*TASK PROMPT*: Write out each entry, exactly the way it appears.

EXCERPTED DATA Start Marker

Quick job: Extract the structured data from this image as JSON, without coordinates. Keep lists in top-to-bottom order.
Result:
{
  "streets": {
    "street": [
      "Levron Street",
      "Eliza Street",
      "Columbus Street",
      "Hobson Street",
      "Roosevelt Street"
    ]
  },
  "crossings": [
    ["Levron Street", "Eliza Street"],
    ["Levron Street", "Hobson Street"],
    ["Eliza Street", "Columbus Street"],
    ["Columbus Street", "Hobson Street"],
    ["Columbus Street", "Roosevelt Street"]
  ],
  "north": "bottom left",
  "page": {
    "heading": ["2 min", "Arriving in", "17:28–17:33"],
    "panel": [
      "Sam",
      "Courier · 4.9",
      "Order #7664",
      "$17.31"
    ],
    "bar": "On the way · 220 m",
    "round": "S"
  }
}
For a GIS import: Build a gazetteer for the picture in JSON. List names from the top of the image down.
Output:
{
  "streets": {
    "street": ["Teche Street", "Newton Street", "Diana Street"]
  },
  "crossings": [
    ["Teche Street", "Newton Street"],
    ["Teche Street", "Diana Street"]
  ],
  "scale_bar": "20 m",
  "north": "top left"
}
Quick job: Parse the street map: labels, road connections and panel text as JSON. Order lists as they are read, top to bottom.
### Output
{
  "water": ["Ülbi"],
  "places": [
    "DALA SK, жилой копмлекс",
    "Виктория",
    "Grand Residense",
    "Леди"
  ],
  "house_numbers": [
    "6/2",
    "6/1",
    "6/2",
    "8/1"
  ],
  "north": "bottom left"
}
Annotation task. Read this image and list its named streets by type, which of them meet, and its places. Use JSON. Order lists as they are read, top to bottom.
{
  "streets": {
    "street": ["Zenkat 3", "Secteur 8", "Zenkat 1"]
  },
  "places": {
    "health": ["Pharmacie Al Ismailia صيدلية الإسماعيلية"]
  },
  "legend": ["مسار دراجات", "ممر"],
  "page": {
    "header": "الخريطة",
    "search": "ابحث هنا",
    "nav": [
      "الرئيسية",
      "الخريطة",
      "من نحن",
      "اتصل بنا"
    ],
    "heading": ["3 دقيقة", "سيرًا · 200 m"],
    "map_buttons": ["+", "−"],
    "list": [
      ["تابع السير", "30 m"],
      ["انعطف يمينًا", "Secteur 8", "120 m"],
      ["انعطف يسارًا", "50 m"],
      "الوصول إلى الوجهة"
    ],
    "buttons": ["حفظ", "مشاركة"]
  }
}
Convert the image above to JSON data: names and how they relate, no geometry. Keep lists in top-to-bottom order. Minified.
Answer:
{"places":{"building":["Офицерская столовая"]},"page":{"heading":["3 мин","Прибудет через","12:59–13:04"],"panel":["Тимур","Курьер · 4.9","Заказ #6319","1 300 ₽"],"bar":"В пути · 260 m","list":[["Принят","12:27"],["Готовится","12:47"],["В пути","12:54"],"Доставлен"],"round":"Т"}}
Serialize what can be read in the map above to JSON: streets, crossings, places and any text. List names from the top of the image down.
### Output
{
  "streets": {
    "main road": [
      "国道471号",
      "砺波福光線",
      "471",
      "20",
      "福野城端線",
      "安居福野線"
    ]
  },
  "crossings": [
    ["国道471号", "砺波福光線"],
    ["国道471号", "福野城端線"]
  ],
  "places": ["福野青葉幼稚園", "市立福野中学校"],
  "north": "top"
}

EXCERPTED DATA End Marker

*COMPLETED TASK*:
Quick job: Extract the structured data from this image as JSON, without coordinates. Keep lists in top-to-bottom order.
Result:
{
  "streets": {
    "street": [
      "Levron Street",
      "Eliza Street",
      "Columbus Street",
      "Hobson Street",
      "Roosevelt Street"
    ]
  },
  "crossings": [
    ["Levron Street", "Eliza Street"],
    ["Levron Street", "Hobson Street"],
    ["Eliza Street", "Columbus Street"],
    ["Columbus Street", "Hobson Street"],
    ["Columbus Street", "Roosevelt Street"]
  ],
  "north": "bottom left",
  "page": {
    "heading": ["2 min", "Arriving in", "17:28–17:33"],
    "panel": [
      "Sam",
      "Courier · 4.9",
      "Order #7664",
      "$17.31"
    ],
    "bar": "On the way · 220 m",
    "round": "S"
  }
}
For a GIS import: Build a gazetteer for the picture in JSON. List names from the top of the image down.
Output:
{
  "streets": {
    "street": ["Teche Street", "Newton Street", "Diana Street"]
  },
  "crossings": [
    ["Teche Street", "Newton Street"],
    ["Teche Street", "Diana Street"]
  ],
  "scale_bar": "20 m",
  "north": "top left"
}
Quick job: Parse the street map: labels, road connections and panel text as JSON. Order lists as they are read, top to bottom.
### Output
{
  "water": ["Ülbi"],
  "places": [
    "DALA SK, жилой копмлекс",
    "Виктория",
    "Grand Residense",
    "Леди"
  ],
  "house_numbers": [
    "6/2",
    "6/1",
    "6/2",
    "8/1"
  ],
  "north": "bottom left"
}
Annotation task. Read this image and list its named streets by type, which of them meet, and its places. Use JSON. Order lists as they are read, top to bottom.
{
  "streets": {
    "street": ["Zenkat 3", "Secteur 8", "Zenkat 1"]
  },
  "places": {
    "health": ["Pharmacie Al Ismailia صيدلية الإسماعيلية"]
  },
  "legend": ["مسار دراجات", "ممر"],
  "page": {
    "header": "الخريطة",
    "search": "ابحث هنا",
    "nav": [
      "الرئيسية",
      "الخريطة",
      "من نحن",
      "اتصل بنا"
    ],
    "heading": ["3 دقيقة", "سيرًا · 200 m"],
    "map_buttons": ["+", "−"],
    "list": [
      ["تابع السير", "30 m"],
      ["انعطف يمينًا", "Secteur 8", "120 m"],
      ["انعطف يسارًا", "50 m"],
      "الوصول إلى الوجهة"
    ],
    "buttons": ["حفظ", "مشاركة"]
  }
}
Convert the image above to JSON data: names and how they relate, no geometry. Keep lists in top-to-bottom order. Minified.
Answer:
{"places":{"building":["Офицерская столовая"]},"page":{"heading":["3 мин","Прибудет через","12:59–13:04"],"panel":["Тимур","Курьер · 4.9","Заказ #6319","1 300 ₽"],"bar":"В пути · 260 m","list":[["Принят","12:27"],["Готовится","12:47"],["В пути","12:54"],"Доставлен"],"round":"Т"}}
Serialize what can be read in the map above to JSON: streets, crossings, places and any text. List names from the top of the image down.
### Output
{
  "streets": {
    "main road": [
      "国道471号",
      "砺波福光線",
      "471",
      "20",
      "福野城端線",
      "安居福野線"
    ]
  },
  "crossings": [
    ["国道471号", "砺波福光線"],
    ["国道471号", "福野城端線"]
  ],
  "places": ["福野青葉幼稚園", "市立福野中学校"],
  "north": "top"
}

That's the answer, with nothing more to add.